Após a publicação da lei 14.320/21 em 25 de outubro de 2021, surgiram diversos artigos e notícias com críticas, questionamentos e elogios às alterações realizadas na lei de Improbidade Administrativa (lei 8.429/92). O principal motivo de críticas no mundo jurídico se deu pela alteração da legislação no sentido de se exigir o dolo específico do agente para que seja configurada a improbidade administrativa. Entretanto, não se pode analisar as alterações de forma tão radical, pois a exigência de dolo específico não é uma criação para criar a impunidade, conforme veremos a seguir.
Pode-se dizer que o “conceito geral” de improbidade administrativa diz respeito a uma conduta que viola o dever de probidade. Ou seja, comete improbidade administrativa o agente que pratica condutas opostas ao dever de conduta proba, causando lesão ao erário.
No âmbito da legislação anterior a configuração da improbidade administrativa não dependia da existência de dolo específico do agente que a praticou ou se beneficiou de forma direta ou indireta. Com as alterações trazidas pela lei 14.320/21, passou a ser exigida a existência do dolo específico do agente para a configuração de ato de improbidade administrativa.
Da leitura preliminar das alterações implementadas, por vivermos em um país com diversos casos de corrupção de agentes públicos e políticos, a primeira sensação que vem é que uma alteração legislativa no sentido de restringir a responsabilização por improbidade administrativa seria uma forma de criar mais impunidade.

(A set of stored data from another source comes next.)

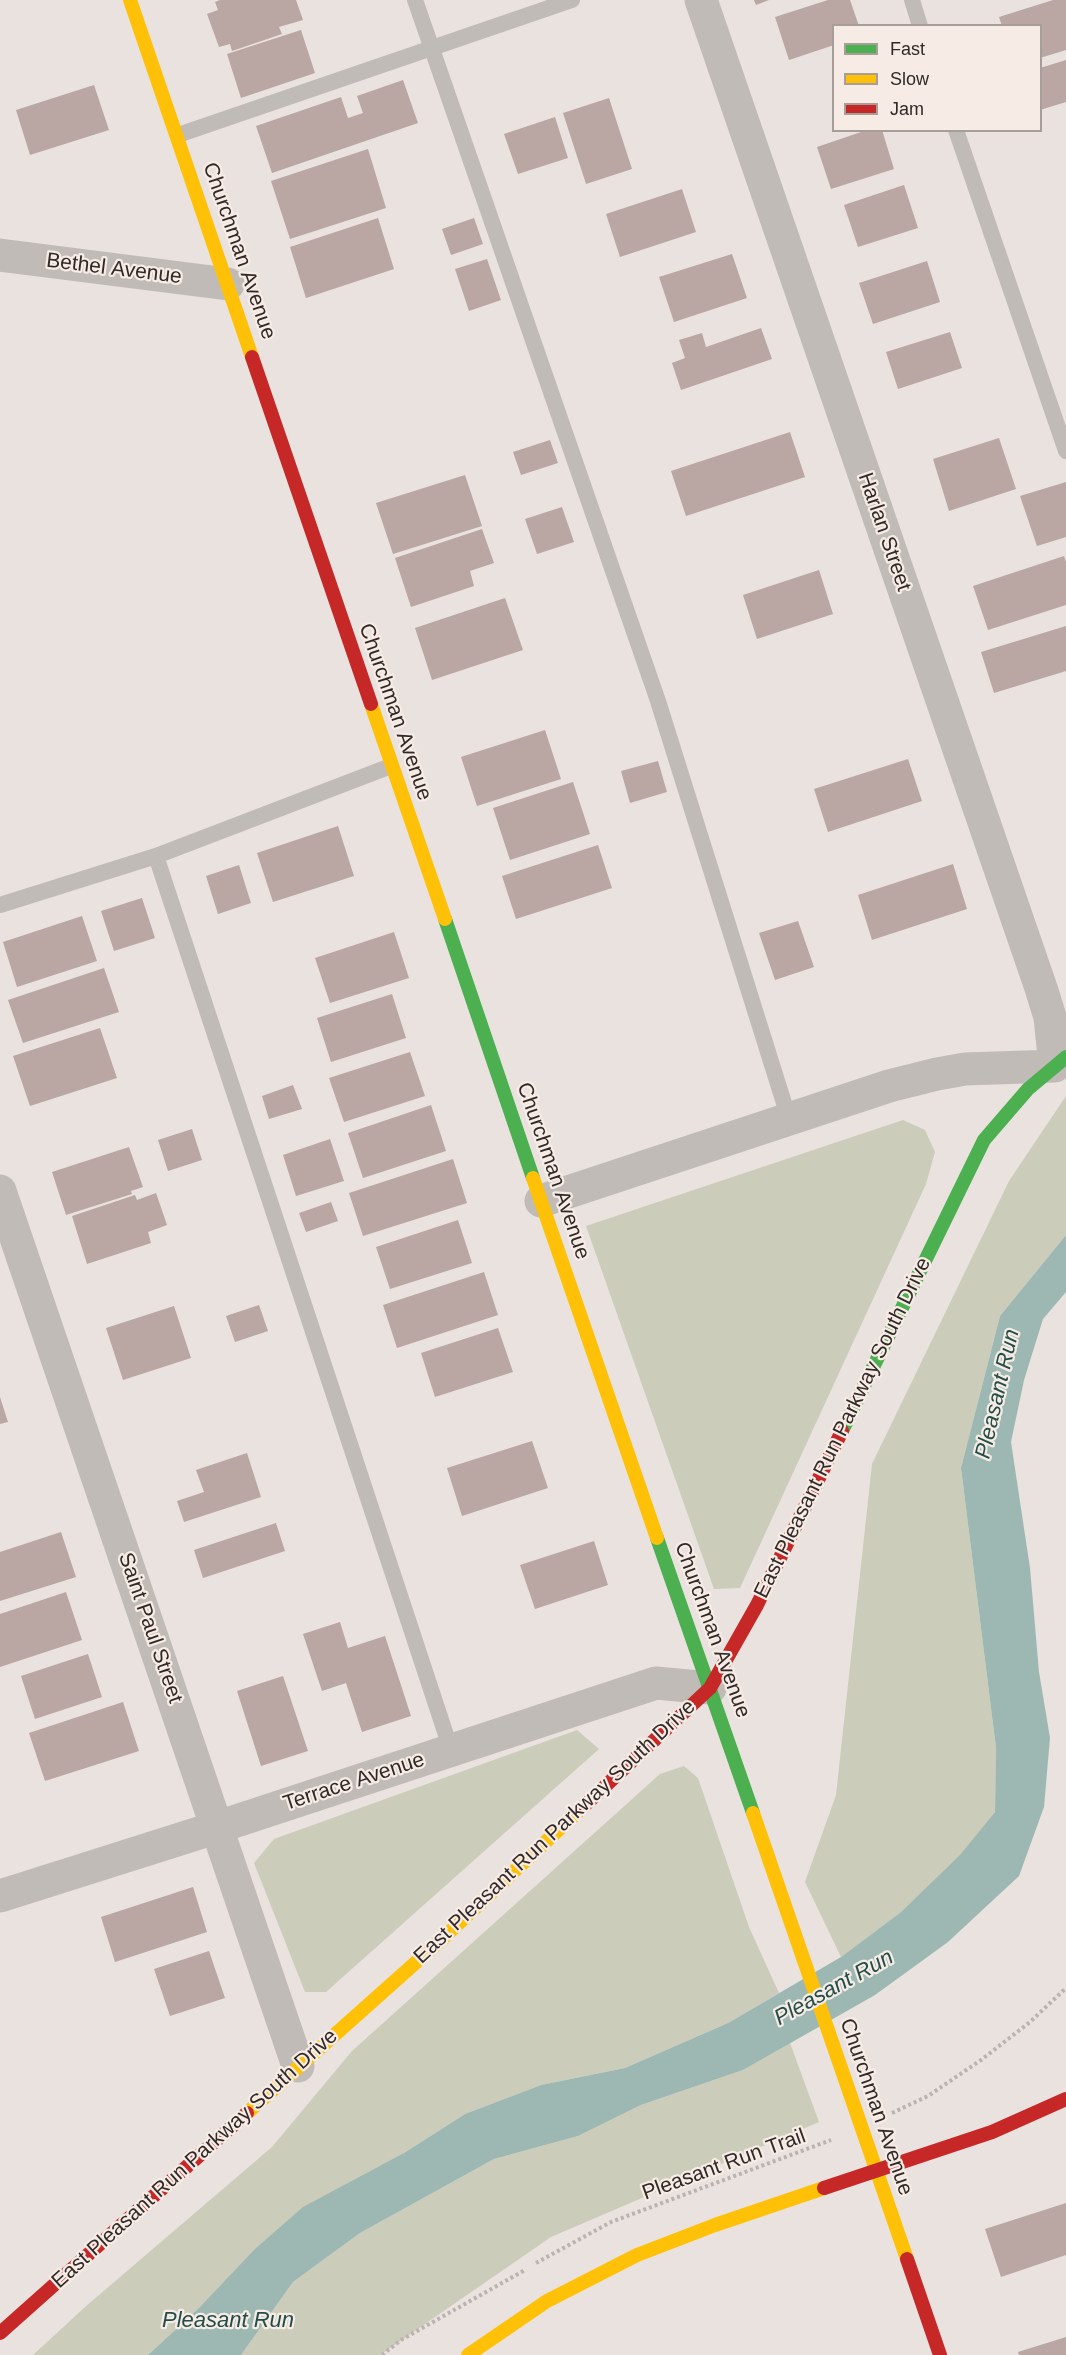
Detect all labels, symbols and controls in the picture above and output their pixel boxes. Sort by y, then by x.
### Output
legend [832,24,1042,132]
text: Fast [890,39,925,59]
text: Slow [890,69,929,89]
text: Jam [890,99,924,119]
street label: Churchman Avenue [197,159,281,343]
street label: Bethel Avenue [45,248,183,290]
street label: Harlan Street [852,469,916,595]
street label: Churchman Avenue [353,620,437,804]
street label: Churchman Avenue [511,1079,595,1263]
street label: East Pleasant Run Parkway South Drive [749,1254,937,1602]
water label: Pleasant Run [970,1327,1026,1461]
street label: Churchman Avenue [668,1539,756,1721]
street label: Saint Paul Street [112,1549,188,1707]
street label: East Pleasant Run Parkway South Drive [409,1695,701,1969]
street label: Terrace Avenue [280,1747,428,1817]
water label: Pleasant Run [770,1944,898,2032]
street label: Churchman Avenue [834,2015,918,2199]
street label: East Pleasant Run Parkway South Drive [47,2024,343,2294]
street label: Pleasant Run Trail [639,2124,809,2206]
water label: Pleasant Run [162,2308,294,2334]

Porém, deve-se analisar as questões de forma técnica para não haver erros de interpretação e julgamento. Segundo Rodrigo Suzuki Cintra e Ana Clara Spaziante1, a lei de Improbidade Administrativa tem o objetivo, com o dolo específico, de punir os agentes comprovadamente ímprobos, e garantir que o exercício da administração pública não fique paralisado sob o risco de que a Lei de Improbidade Administrativa seja rigorosa ao ponto de tornar os agentes públicos inertes ou inoperantes, ou no mínimo, “pouco inovadores” no trato das políticas públicas, por medo das consequências legais de atos da administração pública.
Nesse sentido, é possível interpretar a alteração legislativa no sentido - prático e não moral -, de que não há intenção de gerar impunidade, mas sim, de punir os agentes comprovadamente ímprobos, com a real intenção de lesar o erário, e ao mesmo tempo, proteger o agente de boa conduta que não tem o objetivo de lesar o erário e acabava por temer sofrer uma ação de improbidade administrativa.

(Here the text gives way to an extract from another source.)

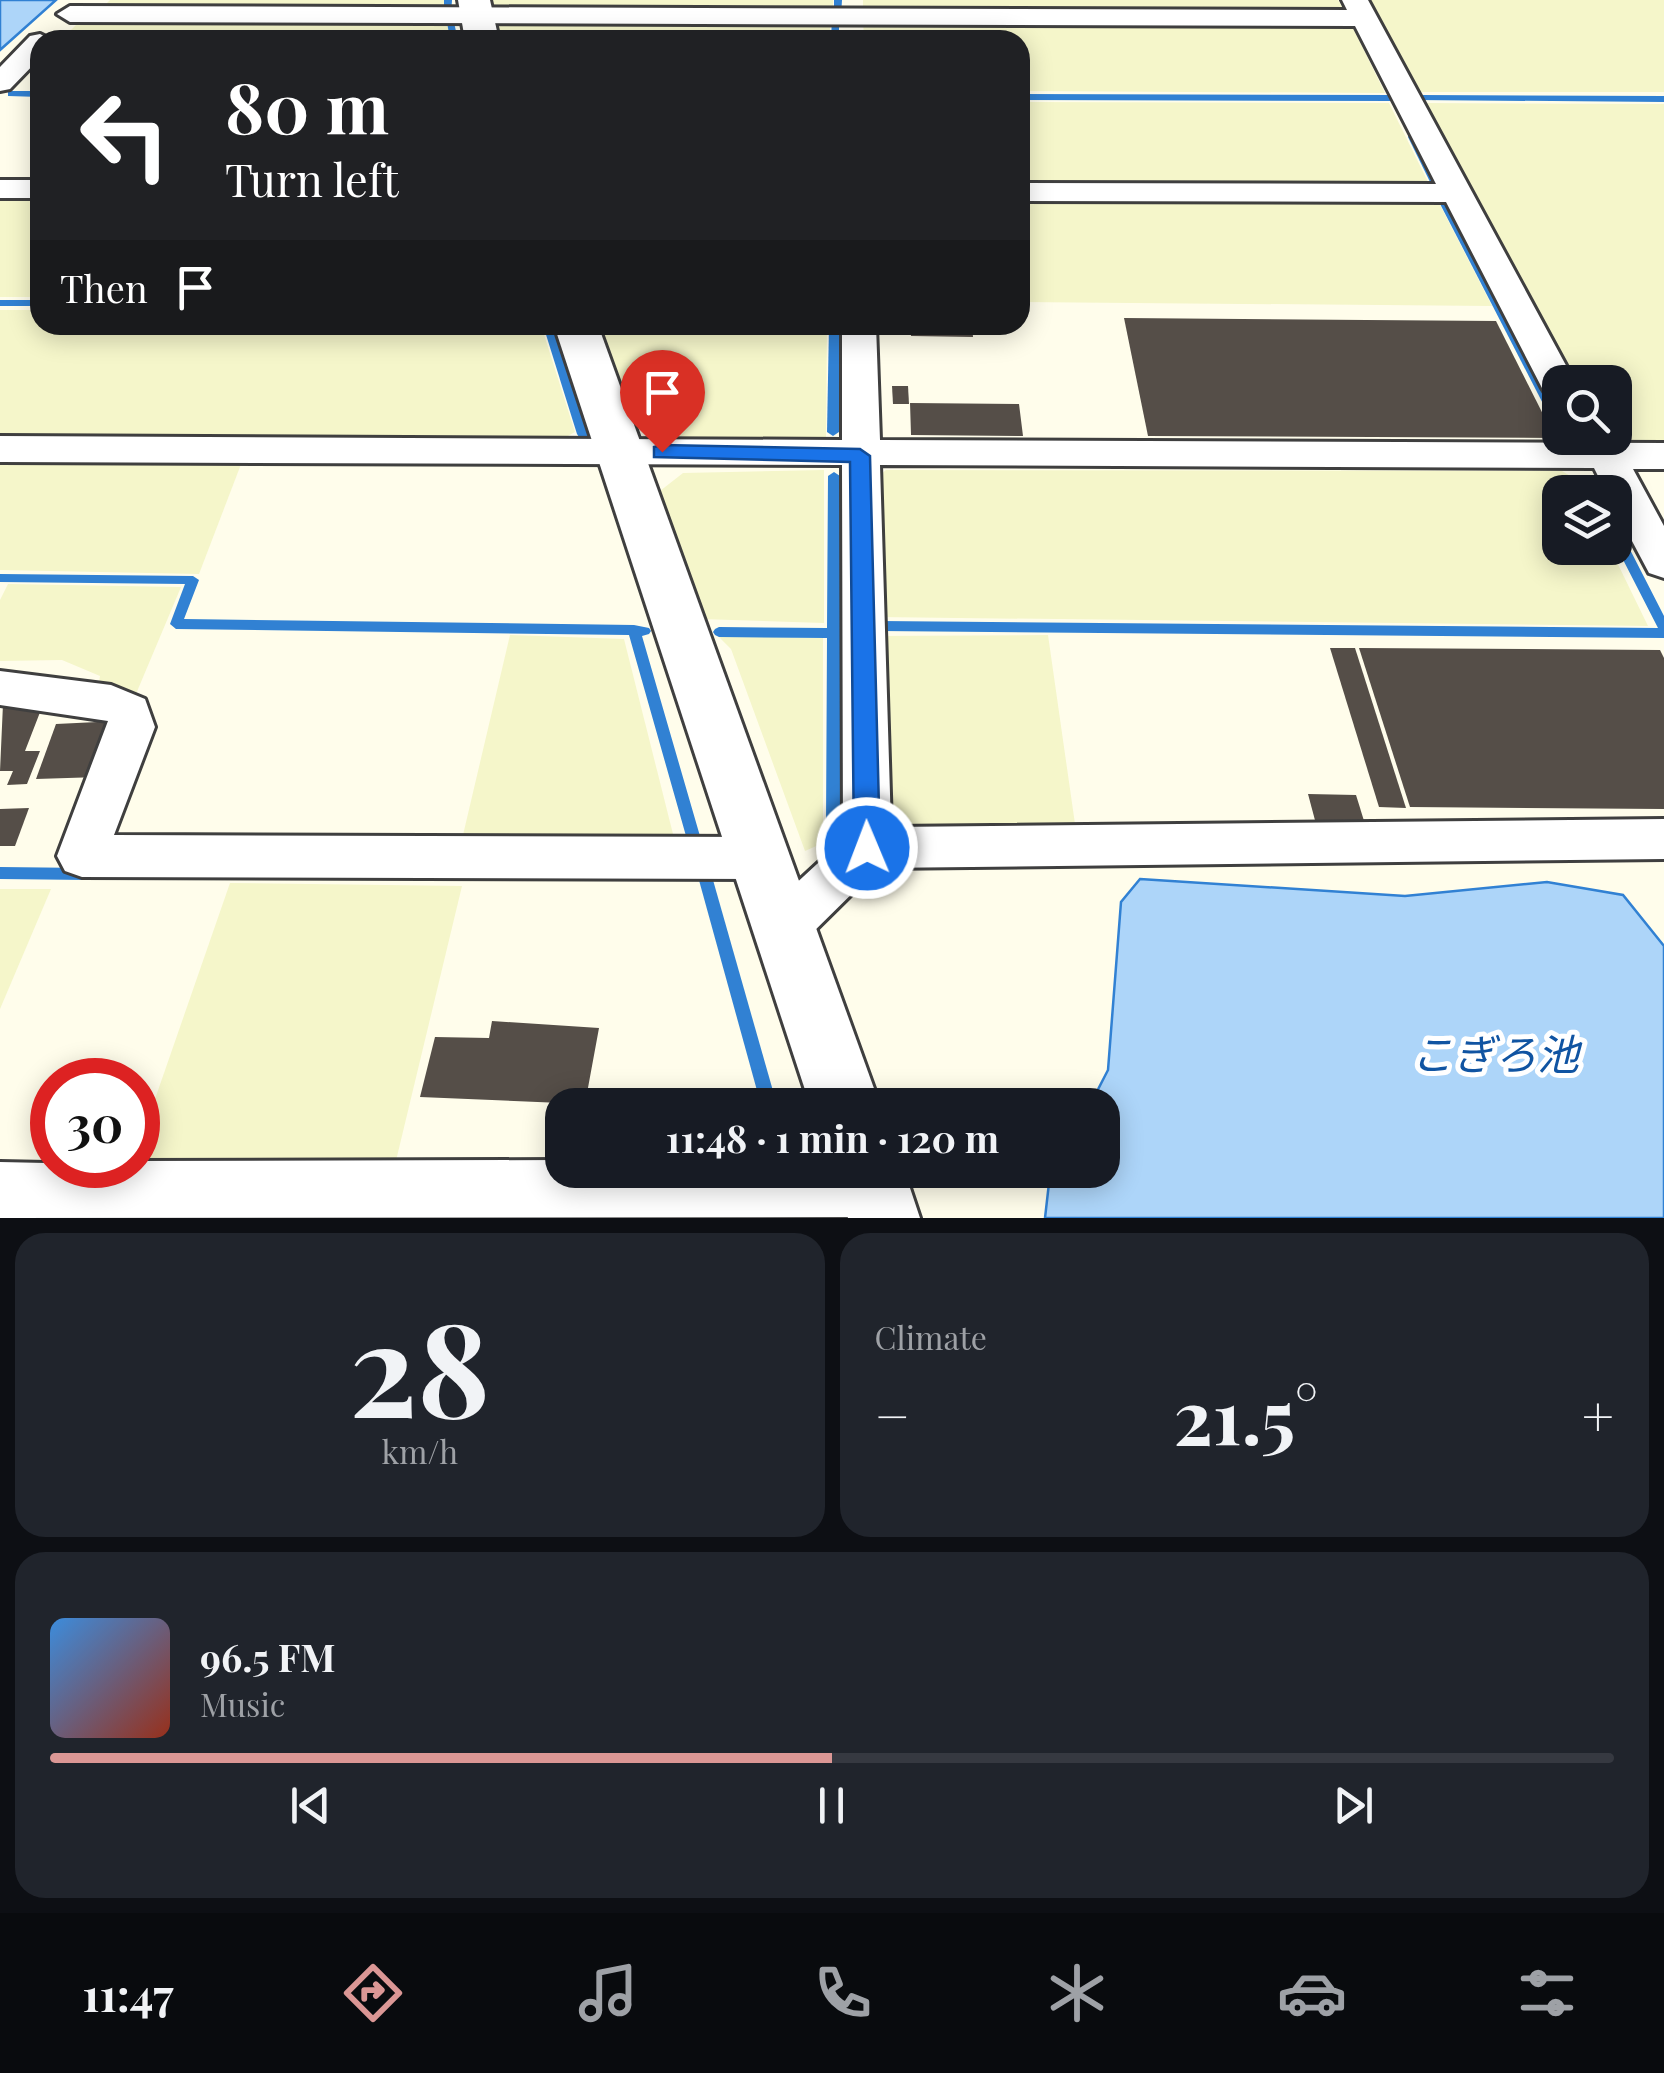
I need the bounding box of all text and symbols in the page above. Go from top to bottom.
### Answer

A interpretação da forma mencionada pode ser ratificada pela análise de um caso prático simples e que já foi decidido pelo Superior Tribunal de Justiça (STJ), senão vejamos:
Seria justa a responsabilização por improbidade administrativa dos agentes públicos do Poder Executivo de um Município que tenha realizado a contratação de servidores públicos temporários durante a pandemia, para atender aos interesses sociais urgentes, enquanto não era possível a realização de concurso público?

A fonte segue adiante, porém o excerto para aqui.